------ DATA IN THIS EXERCISE ------

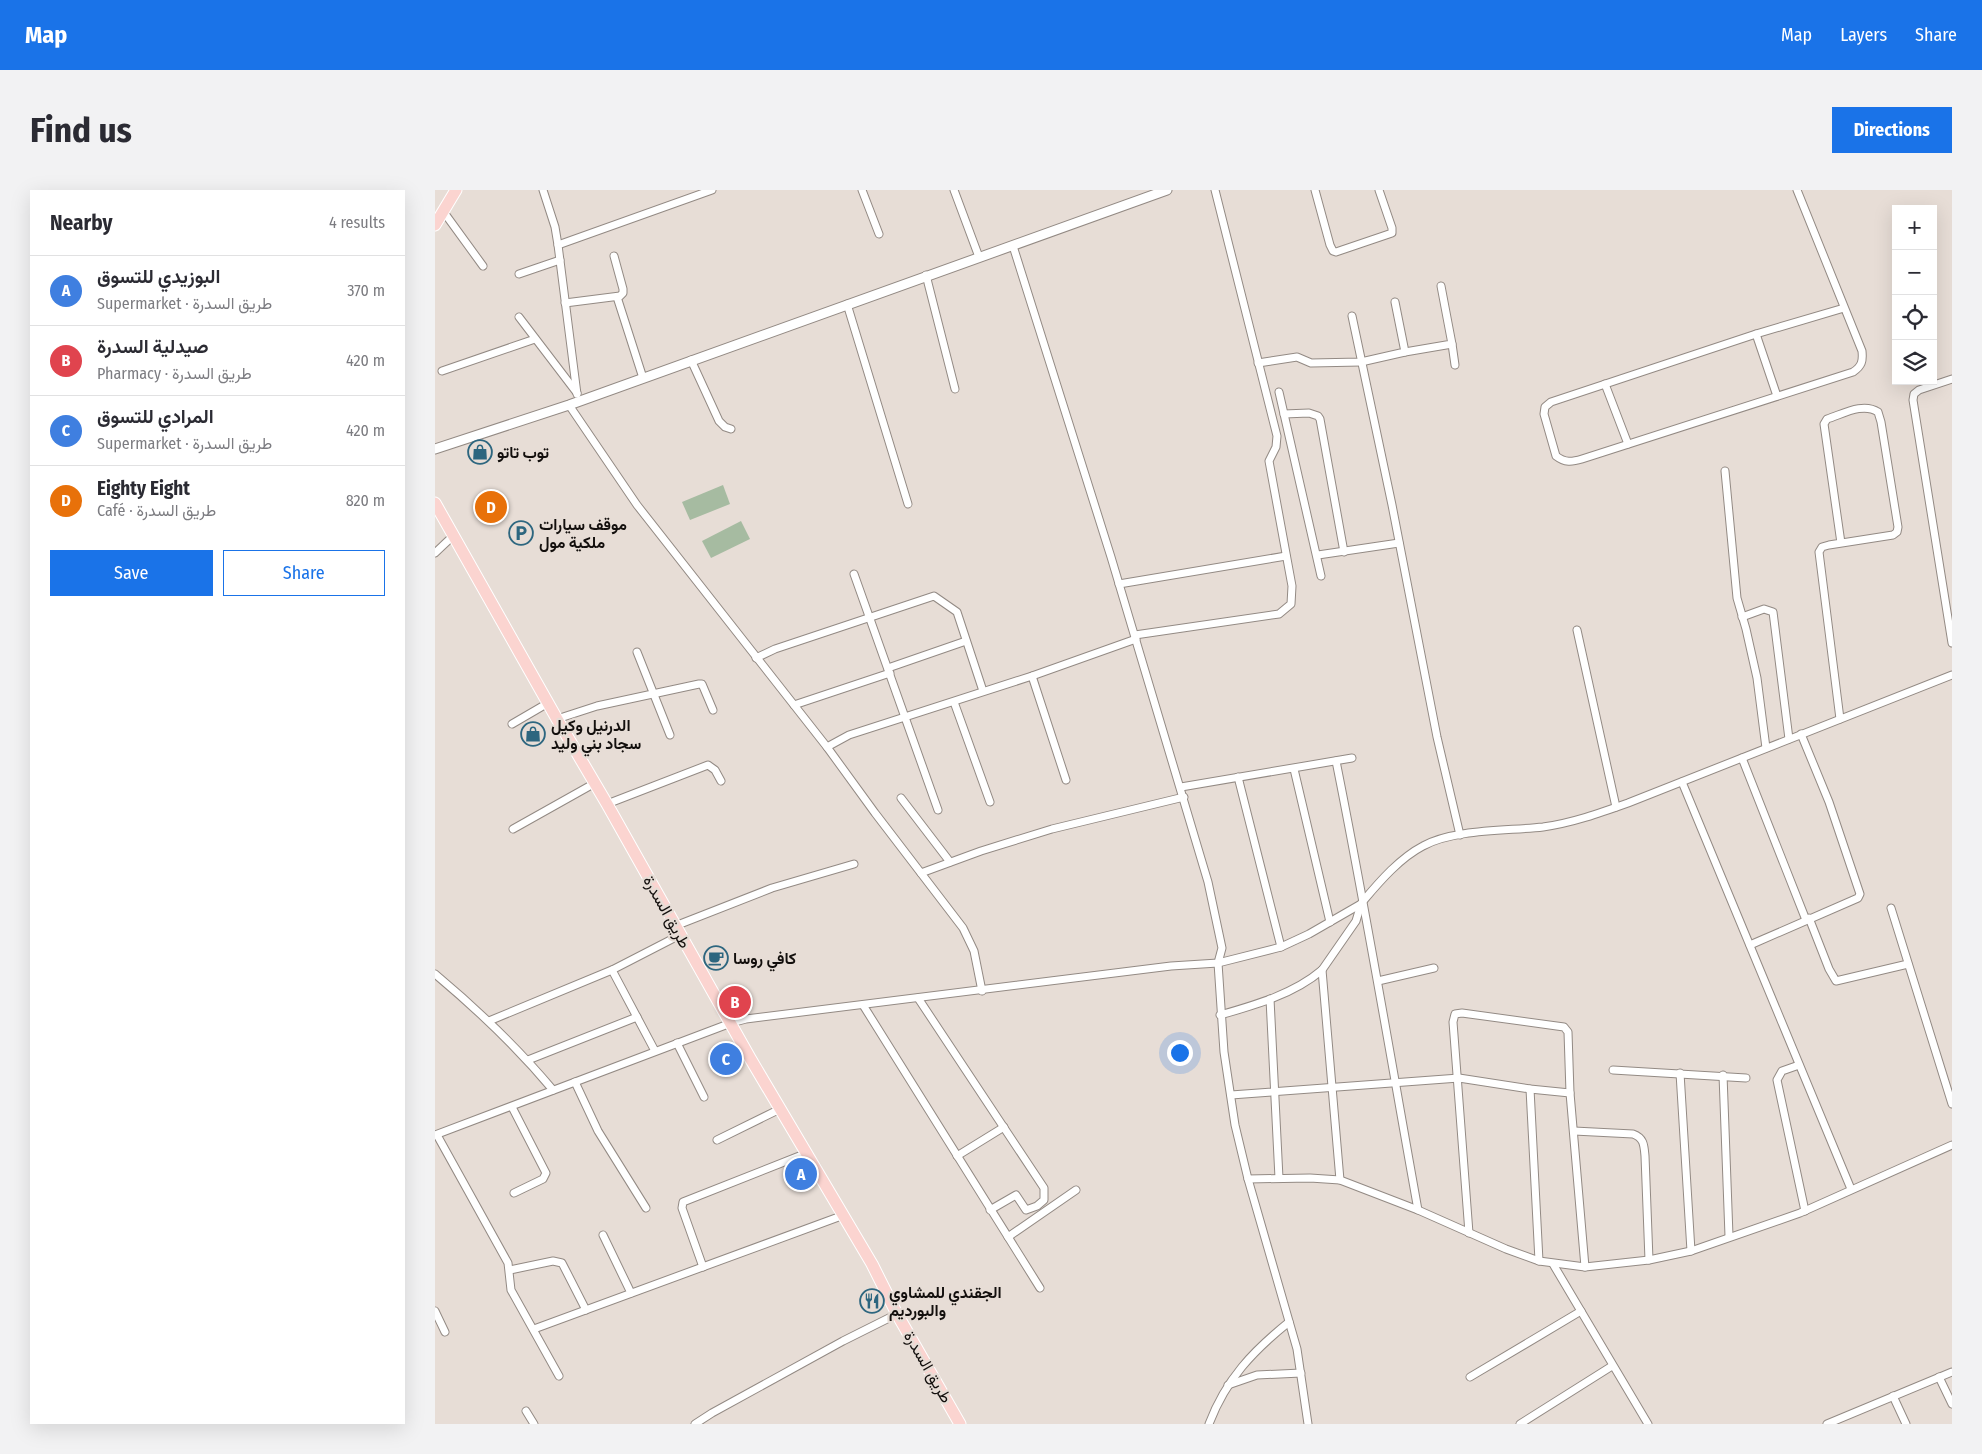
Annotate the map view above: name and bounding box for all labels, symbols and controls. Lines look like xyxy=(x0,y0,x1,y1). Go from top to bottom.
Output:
text: Map xyxy=(25,21,67,49)
text: Map xyxy=(1781,24,1812,46)
text: Layers xyxy=(1840,24,1887,46)
text: Share xyxy=(1915,24,1957,46)
button: Directions xyxy=(1832,107,1952,153)
text: Find us xyxy=(30,109,132,151)
map controls xyxy=(1892,205,1937,385)
button: + xyxy=(1892,205,1937,250)
text: Nearby xyxy=(50,210,112,236)
text: 4 results xyxy=(329,213,385,232)
button: − xyxy=(1892,250,1937,295)
text: البوزيدي للتسوق xyxy=(97,265,221,288)
text: A xyxy=(62,281,70,300)
text: 370 m xyxy=(347,281,385,300)
text: Supermarket · طريق السدرة xyxy=(97,294,272,313)
button: locate xyxy=(1892,295,1937,340)
text: صيدلية السدرة xyxy=(97,335,209,358)
button: layers xyxy=(1892,340,1937,385)
text: B xyxy=(62,351,70,370)
text: 420 m xyxy=(346,351,385,370)
text: Pharmacy · طريق السدرة xyxy=(97,364,252,383)
text: المرادي للتسوق xyxy=(97,405,214,428)
text: C xyxy=(62,421,70,440)
text: 420 m xyxy=(346,421,385,440)
text: Supermarket · طريق السدرة xyxy=(97,434,272,453)
shop icon: توب تاتو xyxy=(467,439,493,465)
place label: توب تاتو xyxy=(497,443,549,463)
text: Eighty Eight xyxy=(97,477,190,500)
pin: D xyxy=(475,488,507,526)
text: D xyxy=(61,491,71,510)
text: 820 m xyxy=(346,491,385,510)
text: Café · طريق السدرة xyxy=(97,501,216,520)
place label: موقف سيارات ملكية مول xyxy=(539,515,627,553)
parking icon: موقف سيارات ملكية مول xyxy=(508,520,534,546)
button: Save xyxy=(50,550,213,596)
button: Share xyxy=(223,550,385,596)
place label: الدرنيل وكيل سجاد بني وليد xyxy=(551,716,641,757)
shop icon: الدرنيل وكيل سجاد بني وليد xyxy=(520,721,546,747)
street label: طريق السدرة xyxy=(638,873,695,952)
cafe icon: كافي روسا xyxy=(703,945,729,971)
place label: كافي روسا xyxy=(733,949,796,972)
pin: B xyxy=(719,983,751,1021)
pin: C xyxy=(710,1040,742,1078)
your location xyxy=(1167,1040,1193,1066)
pin: A xyxy=(785,1155,817,1193)
place label: الجقندي للمشاوي والبورديم xyxy=(889,1283,1002,1321)
restaurant icon: الجقندي للمشاوي والبورديم xyxy=(859,1288,885,1314)
street label: طريق السدرة xyxy=(899,1328,956,1407)

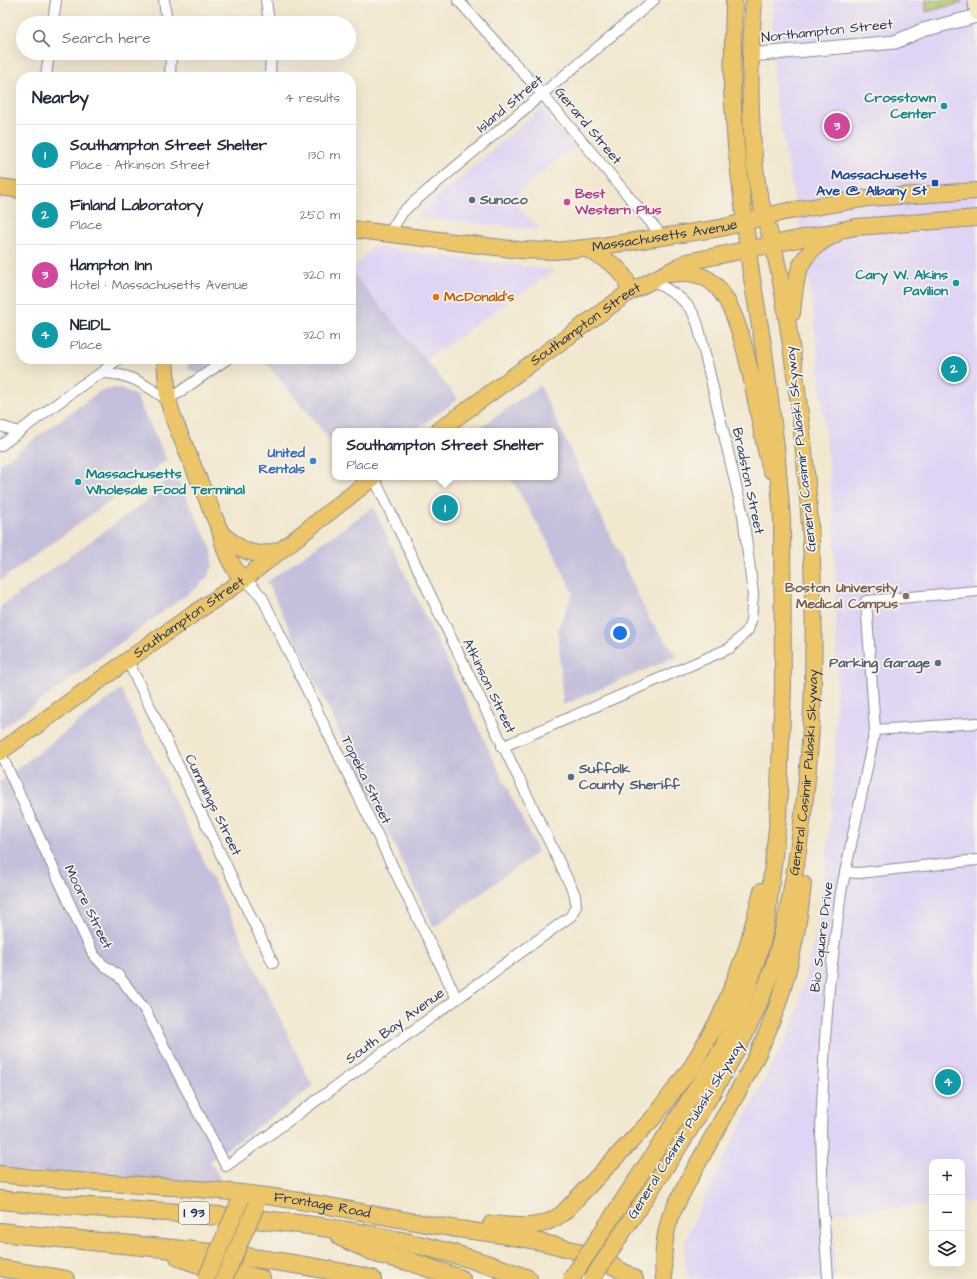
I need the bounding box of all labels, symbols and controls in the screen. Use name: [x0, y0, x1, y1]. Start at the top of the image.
street label: Northampton Street: [760, 14, 894, 48]
search box: [16, 16, 356, 60]
icon: search: [30, 27, 52, 49]
text: Search here: [62, 28, 151, 49]
street label: Island Street: [472, 70, 548, 138]
street label: Gerard Street: [550, 83, 627, 169]
text: Nearby: [32, 86, 89, 110]
place label: Crosstown Center: [865, 88, 936, 124]
text: 4 results: [285, 89, 340, 107]
marker: Crosstown Center: [939, 101, 949, 111]
pin: 3: [824, 111, 850, 141]
text: Southampton Street Shelter: [70, 135, 267, 156]
text: 1: [44, 146, 46, 164]
text: 130 m: [308, 146, 340, 164]
text: Place · Atkinson Street: [70, 156, 210, 174]
place label: Massachusetts Ave @ Albany St: [816, 165, 927, 201]
marker: Massachusetts Ave @ Albany St: [930, 178, 940, 188]
place label: Best Western Plus: [574, 184, 662, 220]
place label: Sunoco: [479, 190, 528, 210]
text: Finland Laboratory: [70, 195, 203, 216]
marker: Sunoco: [467, 195, 477, 205]
marker: Best Western Plus: [562, 197, 572, 207]
text: 2: [41, 206, 49, 224]
text: 250 m: [300, 206, 340, 224]
street label: Massachusetts Avenue: [591, 214, 740, 257]
text: Place: [70, 216, 102, 234]
text: Hampton Inn: [70, 255, 152, 276]
place label: Cary W. Akins Pavilion: [855, 265, 948, 301]
text: 3: [42, 266, 48, 284]
text: 320 m: [302, 266, 340, 284]
text: Hotel · Massachusetts Avenue: [70, 276, 248, 294]
street label: Southampton Street: [526, 278, 645, 371]
marker: Cary W. Akins Pavilion: [951, 278, 961, 288]
place label: McDonald's: [444, 287, 514, 307]
marker: McDonald's: [431, 292, 441, 302]
text: NEIDL: [70, 315, 111, 336]
text: 4: [41, 326, 49, 344]
text: 320 m: [302, 326, 340, 344]
text: Place: [70, 336, 102, 354]
street label: General Casimir Pulaski Skyway: [780, 345, 822, 553]
pin: 2: [941, 354, 967, 384]
street label: Bradston Street: [727, 426, 769, 536]
popup: [332, 428, 558, 480]
text: Southampton Street Shelter: [346, 435, 544, 456]
place label: United Rentals: [258, 443, 306, 479]
marker: United Rentals: [308, 456, 318, 466]
text: Place: [346, 456, 379, 474]
place label: Massachusetts Wholesale Food Terminal: [85, 464, 246, 500]
marker: Massachusetts Wholesale Food Terminal: [73, 477, 83, 487]
pin: 1: [432, 493, 458, 523]
street label: Southampton Street: [129, 571, 249, 663]
place label: Boston University Medical Campus: [785, 578, 898, 614]
marker: Boston University Medical Campus: [901, 591, 911, 601]
your location: [610, 623, 630, 643]
street label: Atkinson Street: [457, 635, 521, 737]
place label: Parking Garage: [829, 653, 930, 674]
marker: Parking Garage: [933, 658, 943, 668]
street label: General Casimir Pulaski Skyway: [784, 669, 823, 877]
street label: Topeka Street: [336, 732, 396, 828]
street label: Cummings Street: [180, 751, 246, 860]
place label: Suffolk County Sheriff: [578, 759, 681, 795]
marker: Suffolk County Sheriff: [566, 772, 576, 782]
street label: Moore Street: [59, 862, 117, 953]
street label: Bio Square Drive: [805, 880, 839, 993]
street label: South Bay Avenue: [341, 983, 449, 1069]
street label: General Casimir Pulaski Skyway: [623, 1037, 750, 1223]
pin: 4: [935, 1067, 961, 1097]
map controls: [929, 1159, 965, 1267]
button: +: [929, 1159, 965, 1195]
street label: Frontage Road: [273, 1187, 372, 1224]
button: −: [929, 1195, 965, 1231]
road number: I 93: [179, 1202, 209, 1224]
button: layers: [929, 1231, 965, 1267]

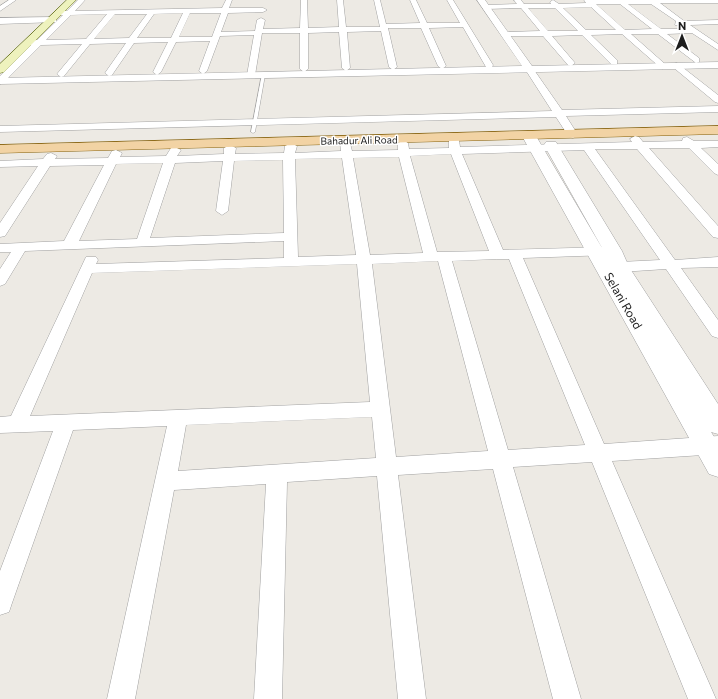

------

▶ [WORK INSTRUCTION]: Repeat the listing in full and exactly. Leave any pictures out.

▶ [EXERCISE SOLUTION]:
Annotate the map view above: name and bounding box for all labels, symbols and controls. Lines look like xyxy=(x0,y0,x1,y1). Go from top to bottom.
Output:
text: Map xyxy=(25,21,67,49)
text: Map xyxy=(1781,24,1812,46)
text: Layers xyxy=(1840,24,1887,46)
text: Share xyxy=(1915,24,1957,46)
button: Directions xyxy=(1832,107,1952,153)
text: Find us xyxy=(30,109,132,151)
map controls xyxy=(1892,205,1937,385)
button: + xyxy=(1892,205,1937,250)
text: Nearby xyxy=(50,210,112,236)
text: 4 results xyxy=(329,213,385,232)
button: − xyxy=(1892,250,1937,295)
text: البوزيدي للتسوق xyxy=(97,265,221,288)
text: A xyxy=(62,281,70,300)
text: 370 m xyxy=(347,281,385,300)
text: Supermarket · طريق السدرة xyxy=(97,294,272,313)
button: locate xyxy=(1892,295,1937,340)
text: صيدلية السدرة xyxy=(97,335,209,358)
button: layers xyxy=(1892,340,1937,385)
text: B xyxy=(62,351,70,370)
text: 420 m xyxy=(346,351,385,370)
text: Pharmacy · طريق السدرة xyxy=(97,364,252,383)
text: المرادي للتسوق xyxy=(97,405,214,428)
text: C xyxy=(62,421,70,440)
text: 420 m xyxy=(346,421,385,440)
text: Supermarket · طريق السدرة xyxy=(97,434,272,453)
shop icon: توب تاتو xyxy=(467,439,493,465)
place label: توب تاتو xyxy=(497,443,549,463)
text: Eighty Eight xyxy=(97,477,190,500)
pin: D xyxy=(475,488,507,526)
text: D xyxy=(61,491,71,510)
text: 820 m xyxy=(346,491,385,510)
text: Café · طريق السدرة xyxy=(97,501,216,520)
place label: موقف سيارات ملكية مول xyxy=(539,515,627,553)
parking icon: موقف سيارات ملكية مول xyxy=(508,520,534,546)
button: Save xyxy=(50,550,213,596)
button: Share xyxy=(223,550,385,596)
place label: الدرنيل وكيل سجاد بني وليد xyxy=(551,716,641,757)
shop icon: الدرنيل وكيل سجاد بني وليد xyxy=(520,721,546,747)
street label: طريق السدرة xyxy=(638,873,695,952)
cafe icon: كافي روسا xyxy=(703,945,729,971)
place label: كافي روسا xyxy=(733,949,796,972)
pin: B xyxy=(719,983,751,1021)
pin: C xyxy=(710,1040,742,1078)
your location xyxy=(1167,1040,1193,1066)
pin: A xyxy=(785,1155,817,1193)
place label: الجقندي للمشاوي والبورديم xyxy=(889,1283,1002,1321)
restaurant icon: الجقندي للمشاوي والبورديم xyxy=(859,1288,885,1314)
street label: طريق السدرة xyxy=(899,1328,956,1407)

I need the bounding box of all labels, symbols and controls in the screen. Use name: [x0, y0, x1, y1]. Start at the top of the image.
street label: Northampton Street: [760, 14, 894, 48]
search box: [16, 16, 356, 60]
icon: search: [30, 27, 52, 49]
text: Search here: [62, 28, 151, 49]
street label: Island Street: [472, 70, 548, 138]
street label: Gerard Street: [550, 83, 627, 169]
text: Nearby: [32, 86, 89, 110]
place label: Crosstown Center: [865, 88, 936, 124]
text: 4 results: [285, 89, 340, 107]
marker: Crosstown Center: [939, 101, 949, 111]
pin: 3: [824, 111, 850, 141]
text: Southampton Street Shelter: [70, 135, 267, 156]
text: 1: [44, 146, 46, 164]
text: 130 m: [308, 146, 340, 164]
text: Place · Atkinson Street: [70, 156, 210, 174]
place label: Massachusetts Ave @ Albany St: [816, 165, 927, 201]
marker: Massachusetts Ave @ Albany St: [930, 178, 940, 188]
place label: Best Western Plus: [574, 184, 662, 220]
place label: Sunoco: [479, 190, 528, 210]
text: Finland Laboratory: [70, 195, 203, 216]
marker: Sunoco: [467, 195, 477, 205]
marker: Best Western Plus: [562, 197, 572, 207]
text: 2: [41, 206, 49, 224]
text: 250 m: [300, 206, 340, 224]
street label: Massachusetts Avenue: [591, 214, 740, 257]
text: Place: [70, 216, 102, 234]
text: Hampton Inn: [70, 255, 152, 276]
place label: Cary W. Akins Pavilion: [855, 265, 948, 301]
text: 3: [42, 266, 48, 284]
text: 320 m: [302, 266, 340, 284]
text: Hotel · Massachusetts Avenue: [70, 276, 248, 294]
street label: Southampton Street: [526, 278, 645, 371]
marker: Cary W. Akins Pavilion: [951, 278, 961, 288]
place label: McDonald's: [444, 287, 514, 307]
marker: McDonald's: [431, 292, 441, 302]
text: NEIDL: [70, 315, 111, 336]
text: 4: [41, 326, 49, 344]
text: 320 m: [302, 326, 340, 344]
text: Place: [70, 336, 102, 354]
street label: General Casimir Pulaski Skyway: [780, 345, 822, 553]
pin: 2: [941, 354, 967, 384]
street label: Bradston Street: [727, 426, 769, 536]
popup: [332, 428, 558, 480]
text: Southampton Street Shelter: [346, 435, 544, 456]
place label: United Rentals: [258, 443, 306, 479]
marker: United Rentals: [308, 456, 318, 466]
text: Place: [346, 456, 379, 474]
place label: Massachusetts Wholesale Food Terminal: [85, 464, 246, 500]
marker: Massachusetts Wholesale Food Terminal: [73, 477, 83, 487]
pin: 1: [432, 493, 458, 523]
street label: Southampton Street: [129, 571, 249, 663]
place label: Boston University Medical Campus: [785, 578, 898, 614]
marker: Boston University Medical Campus: [901, 591, 911, 601]
your location: [610, 623, 630, 643]
street label: Atkinson Street: [457, 635, 521, 737]
place label: Parking Garage: [829, 653, 930, 674]
marker: Parking Garage: [933, 658, 943, 668]
street label: General Casimir Pulaski Skyway: [784, 669, 823, 877]
street label: Topeka Street: [336, 732, 396, 828]
street label: Cummings Street: [180, 751, 246, 860]
place label: Suffolk County Sheriff: [578, 759, 681, 795]
marker: Suffolk County Sheriff: [566, 772, 576, 782]
street label: Moore Street: [59, 862, 117, 953]
street label: Bio Square Drive: [805, 880, 839, 993]
street label: South Bay Avenue: [341, 983, 449, 1069]
street label: General Casimir Pulaski Skyway: [623, 1037, 750, 1223]
pin: 4: [935, 1067, 961, 1097]
map controls: [929, 1159, 965, 1267]
button: +: [929, 1159, 965, 1195]
street label: Frontage Road: [273, 1187, 372, 1224]
button: −: [929, 1195, 965, 1231]
road number: I 93: [179, 1202, 209, 1224]
button: layers: [929, 1231, 965, 1267]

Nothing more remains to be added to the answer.